TASK STATEMENT: Below are records; work out how many of their lines hold the string "align" and give that number alone.

Stored data entries:
·····

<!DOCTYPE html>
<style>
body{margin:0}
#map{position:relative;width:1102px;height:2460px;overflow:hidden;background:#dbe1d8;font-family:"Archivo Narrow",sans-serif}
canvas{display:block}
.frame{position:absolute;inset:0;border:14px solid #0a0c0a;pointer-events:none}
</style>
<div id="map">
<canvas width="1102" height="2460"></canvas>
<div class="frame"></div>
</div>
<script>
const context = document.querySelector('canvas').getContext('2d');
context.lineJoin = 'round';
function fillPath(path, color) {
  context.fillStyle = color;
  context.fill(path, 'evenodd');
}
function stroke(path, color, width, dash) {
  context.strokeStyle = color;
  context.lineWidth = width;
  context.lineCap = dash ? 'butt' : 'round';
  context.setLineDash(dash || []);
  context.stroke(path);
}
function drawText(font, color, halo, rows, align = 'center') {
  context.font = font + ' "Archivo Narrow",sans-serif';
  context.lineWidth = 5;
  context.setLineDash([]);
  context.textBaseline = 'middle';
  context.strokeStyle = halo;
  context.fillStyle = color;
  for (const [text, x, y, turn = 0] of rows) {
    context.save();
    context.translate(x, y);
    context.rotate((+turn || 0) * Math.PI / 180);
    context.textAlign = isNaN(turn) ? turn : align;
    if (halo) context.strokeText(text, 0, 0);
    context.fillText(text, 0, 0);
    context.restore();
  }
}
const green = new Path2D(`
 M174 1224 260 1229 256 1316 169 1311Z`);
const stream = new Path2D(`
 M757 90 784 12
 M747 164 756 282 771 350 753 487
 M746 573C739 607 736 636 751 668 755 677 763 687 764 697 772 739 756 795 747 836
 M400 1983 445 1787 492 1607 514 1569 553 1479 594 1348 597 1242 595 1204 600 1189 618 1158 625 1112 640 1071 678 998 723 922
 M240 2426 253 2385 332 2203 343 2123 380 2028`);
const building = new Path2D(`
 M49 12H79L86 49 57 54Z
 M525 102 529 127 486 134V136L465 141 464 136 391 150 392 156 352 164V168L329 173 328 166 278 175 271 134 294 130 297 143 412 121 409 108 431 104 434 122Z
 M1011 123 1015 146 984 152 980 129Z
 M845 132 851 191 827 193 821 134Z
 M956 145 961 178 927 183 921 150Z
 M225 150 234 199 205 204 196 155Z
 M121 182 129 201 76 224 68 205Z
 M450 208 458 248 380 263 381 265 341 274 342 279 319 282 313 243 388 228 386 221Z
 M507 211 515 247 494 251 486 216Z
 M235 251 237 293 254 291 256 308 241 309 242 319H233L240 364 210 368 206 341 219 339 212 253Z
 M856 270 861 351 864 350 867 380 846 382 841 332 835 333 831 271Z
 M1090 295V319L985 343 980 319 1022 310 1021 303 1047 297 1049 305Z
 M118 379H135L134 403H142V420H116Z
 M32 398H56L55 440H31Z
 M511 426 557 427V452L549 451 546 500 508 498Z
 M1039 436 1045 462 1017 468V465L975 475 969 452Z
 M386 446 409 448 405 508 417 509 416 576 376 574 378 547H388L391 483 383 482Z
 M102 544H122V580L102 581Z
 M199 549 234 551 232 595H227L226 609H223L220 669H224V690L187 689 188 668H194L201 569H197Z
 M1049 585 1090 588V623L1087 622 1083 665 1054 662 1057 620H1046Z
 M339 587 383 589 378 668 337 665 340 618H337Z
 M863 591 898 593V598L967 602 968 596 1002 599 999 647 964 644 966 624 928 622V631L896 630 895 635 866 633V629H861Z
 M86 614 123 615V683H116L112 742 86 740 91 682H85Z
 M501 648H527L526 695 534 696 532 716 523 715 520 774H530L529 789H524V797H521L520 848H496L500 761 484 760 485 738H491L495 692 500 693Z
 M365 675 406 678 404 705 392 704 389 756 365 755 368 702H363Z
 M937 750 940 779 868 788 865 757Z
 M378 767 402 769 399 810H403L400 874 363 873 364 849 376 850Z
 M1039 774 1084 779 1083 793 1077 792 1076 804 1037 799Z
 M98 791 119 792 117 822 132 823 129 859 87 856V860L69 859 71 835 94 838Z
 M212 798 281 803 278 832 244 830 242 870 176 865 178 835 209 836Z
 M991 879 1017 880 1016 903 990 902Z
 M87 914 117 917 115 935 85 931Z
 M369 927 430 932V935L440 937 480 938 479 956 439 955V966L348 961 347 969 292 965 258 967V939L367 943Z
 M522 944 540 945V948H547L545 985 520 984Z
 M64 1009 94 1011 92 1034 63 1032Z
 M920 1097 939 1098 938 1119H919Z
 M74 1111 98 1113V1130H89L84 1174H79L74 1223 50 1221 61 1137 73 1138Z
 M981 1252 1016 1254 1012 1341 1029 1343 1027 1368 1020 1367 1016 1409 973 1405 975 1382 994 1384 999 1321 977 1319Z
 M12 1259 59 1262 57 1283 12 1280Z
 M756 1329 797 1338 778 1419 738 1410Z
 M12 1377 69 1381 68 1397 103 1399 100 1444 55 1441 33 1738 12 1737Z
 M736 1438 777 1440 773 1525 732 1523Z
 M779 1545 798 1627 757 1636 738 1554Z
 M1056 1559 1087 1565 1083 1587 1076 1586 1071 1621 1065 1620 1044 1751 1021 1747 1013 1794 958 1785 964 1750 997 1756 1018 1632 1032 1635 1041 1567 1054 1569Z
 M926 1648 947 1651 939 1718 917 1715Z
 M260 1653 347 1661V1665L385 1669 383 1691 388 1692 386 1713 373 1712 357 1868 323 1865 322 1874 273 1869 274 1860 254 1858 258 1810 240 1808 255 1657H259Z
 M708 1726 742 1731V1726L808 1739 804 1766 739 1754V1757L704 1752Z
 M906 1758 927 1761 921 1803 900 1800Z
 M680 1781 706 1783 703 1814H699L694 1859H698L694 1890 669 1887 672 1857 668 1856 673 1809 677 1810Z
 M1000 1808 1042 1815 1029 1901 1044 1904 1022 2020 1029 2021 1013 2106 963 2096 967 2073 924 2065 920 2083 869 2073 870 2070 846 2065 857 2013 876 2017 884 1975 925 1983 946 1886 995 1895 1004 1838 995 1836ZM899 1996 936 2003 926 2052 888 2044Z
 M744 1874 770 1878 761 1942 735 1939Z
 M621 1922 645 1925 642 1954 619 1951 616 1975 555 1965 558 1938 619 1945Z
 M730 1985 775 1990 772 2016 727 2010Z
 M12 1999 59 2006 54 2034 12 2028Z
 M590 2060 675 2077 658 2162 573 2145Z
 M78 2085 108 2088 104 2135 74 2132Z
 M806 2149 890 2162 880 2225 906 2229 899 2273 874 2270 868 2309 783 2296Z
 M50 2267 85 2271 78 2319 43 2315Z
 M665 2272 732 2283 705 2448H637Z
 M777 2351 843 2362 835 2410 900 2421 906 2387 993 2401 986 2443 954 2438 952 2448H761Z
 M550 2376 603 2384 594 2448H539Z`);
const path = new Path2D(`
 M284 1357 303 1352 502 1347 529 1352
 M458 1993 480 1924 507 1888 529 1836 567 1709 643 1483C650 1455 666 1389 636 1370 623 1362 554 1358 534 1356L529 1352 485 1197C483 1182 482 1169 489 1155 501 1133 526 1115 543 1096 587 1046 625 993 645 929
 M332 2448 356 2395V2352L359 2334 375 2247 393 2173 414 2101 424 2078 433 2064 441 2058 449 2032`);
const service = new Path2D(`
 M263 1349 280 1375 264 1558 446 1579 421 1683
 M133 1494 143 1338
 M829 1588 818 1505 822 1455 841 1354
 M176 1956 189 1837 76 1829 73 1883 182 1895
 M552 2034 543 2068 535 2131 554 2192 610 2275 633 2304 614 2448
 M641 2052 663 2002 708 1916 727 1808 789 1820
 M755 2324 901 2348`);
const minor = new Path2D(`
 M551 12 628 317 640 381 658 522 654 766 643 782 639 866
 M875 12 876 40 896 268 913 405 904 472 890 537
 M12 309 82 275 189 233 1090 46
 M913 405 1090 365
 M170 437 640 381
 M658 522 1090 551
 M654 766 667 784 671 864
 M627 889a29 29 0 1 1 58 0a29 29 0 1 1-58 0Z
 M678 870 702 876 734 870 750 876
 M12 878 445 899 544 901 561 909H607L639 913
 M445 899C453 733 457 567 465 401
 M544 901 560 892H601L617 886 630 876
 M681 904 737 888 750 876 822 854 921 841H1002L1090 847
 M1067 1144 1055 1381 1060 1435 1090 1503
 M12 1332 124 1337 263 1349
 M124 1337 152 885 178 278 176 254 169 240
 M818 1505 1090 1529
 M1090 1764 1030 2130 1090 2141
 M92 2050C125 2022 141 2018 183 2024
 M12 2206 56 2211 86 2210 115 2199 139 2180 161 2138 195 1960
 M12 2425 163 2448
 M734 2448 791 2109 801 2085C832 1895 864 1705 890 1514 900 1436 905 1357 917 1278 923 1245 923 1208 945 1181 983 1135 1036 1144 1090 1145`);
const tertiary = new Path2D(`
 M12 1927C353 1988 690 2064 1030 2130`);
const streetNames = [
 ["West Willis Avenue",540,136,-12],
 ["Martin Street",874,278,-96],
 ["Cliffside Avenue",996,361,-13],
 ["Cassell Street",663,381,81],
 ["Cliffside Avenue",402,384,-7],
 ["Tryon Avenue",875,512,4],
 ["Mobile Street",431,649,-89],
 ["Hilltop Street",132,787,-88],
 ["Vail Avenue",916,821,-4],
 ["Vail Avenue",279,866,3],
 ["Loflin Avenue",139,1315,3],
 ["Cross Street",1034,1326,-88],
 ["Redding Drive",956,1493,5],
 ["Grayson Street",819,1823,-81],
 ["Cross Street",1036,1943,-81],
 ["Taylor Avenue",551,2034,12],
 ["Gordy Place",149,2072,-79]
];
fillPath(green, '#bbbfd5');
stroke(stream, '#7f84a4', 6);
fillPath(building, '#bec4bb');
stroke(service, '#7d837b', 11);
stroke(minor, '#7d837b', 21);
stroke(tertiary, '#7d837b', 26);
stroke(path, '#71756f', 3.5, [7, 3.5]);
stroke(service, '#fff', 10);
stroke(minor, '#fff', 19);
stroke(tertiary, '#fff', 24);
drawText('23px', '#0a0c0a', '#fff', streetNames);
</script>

·····

EXERCISE RESPONSE: 2